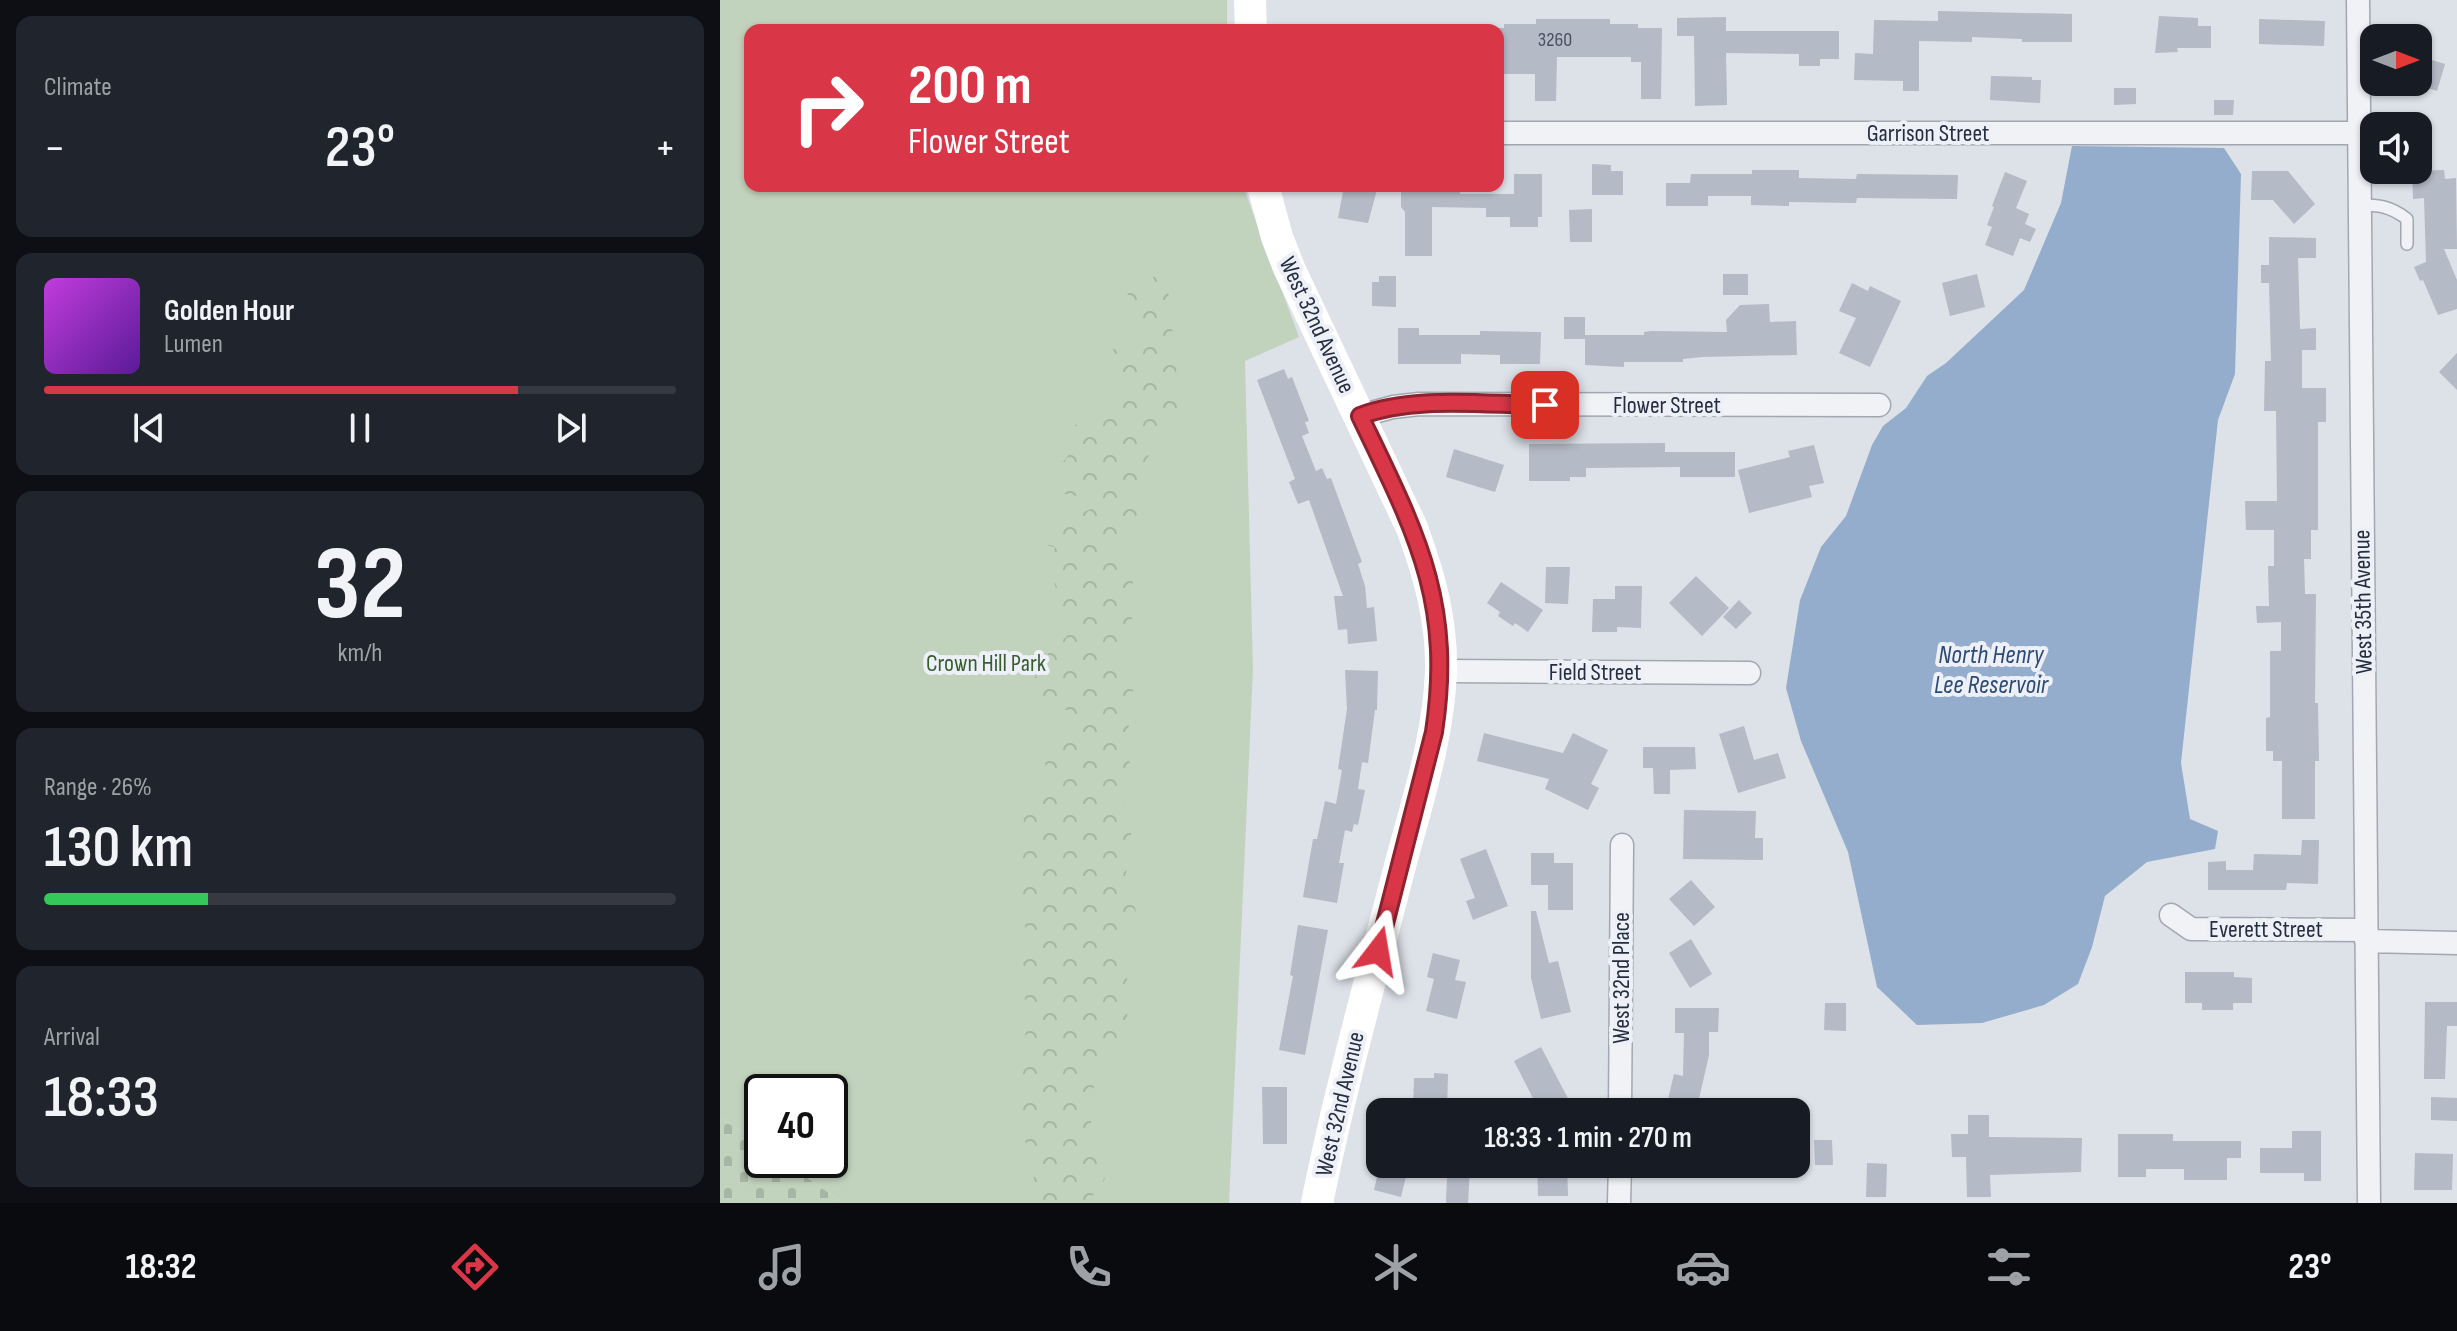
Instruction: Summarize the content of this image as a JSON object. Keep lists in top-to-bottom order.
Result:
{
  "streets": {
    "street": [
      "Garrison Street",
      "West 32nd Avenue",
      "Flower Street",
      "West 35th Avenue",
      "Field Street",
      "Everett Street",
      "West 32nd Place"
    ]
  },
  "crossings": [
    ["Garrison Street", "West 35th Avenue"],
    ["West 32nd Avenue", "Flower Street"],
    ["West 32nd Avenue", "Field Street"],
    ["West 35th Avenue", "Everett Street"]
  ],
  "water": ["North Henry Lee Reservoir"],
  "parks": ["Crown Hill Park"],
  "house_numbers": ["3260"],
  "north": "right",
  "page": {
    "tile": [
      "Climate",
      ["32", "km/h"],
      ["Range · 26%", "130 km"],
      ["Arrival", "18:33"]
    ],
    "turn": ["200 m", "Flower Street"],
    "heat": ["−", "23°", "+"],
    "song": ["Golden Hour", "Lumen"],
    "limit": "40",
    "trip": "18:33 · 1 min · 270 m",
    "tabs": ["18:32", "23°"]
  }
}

PROBLEM DESCRIPTION: Repeat every record above exactly, except the pictures.

RESULT:
Instruction: Summarize the content of this image as a JSON object. Keep lists in top-to-bottom order.
Result:
{
  "streets": {
    "street": [
      "Garrison Street",
      "West 32nd Avenue",
      "Flower Street",
      "West 35th Avenue",
      "Field Street",
      "Everett Street",
      "West 32nd Place"
    ]
  },
  "crossings": [
    ["Garrison Street", "West 35th Avenue"],
    ["West 32nd Avenue", "Flower Street"],
    ["West 32nd Avenue", "Field Street"],
    ["West 35th Avenue", "Everett Street"]
  ],
  "water": ["North Henry Lee Reservoir"],
  "parks": ["Crown Hill Park"],
  "house_numbers": ["3260"],
  "north": "right",
  "page": {
    "tile": [
      "Climate",
      ["32", "km/h"],
      ["Range · 26%", "130 km"],
      ["Arrival", "18:33"]
    ],
    "turn": ["200 m", "Flower Street"],
    "heat": ["−", "23°", "+"],
    "song": ["Golden Hour", "Lumen"],
    "limit": "40",
    "trip": "18:33 · 1 min · 270 m",
    "tabs": ["18:32", "23°"]
  }
}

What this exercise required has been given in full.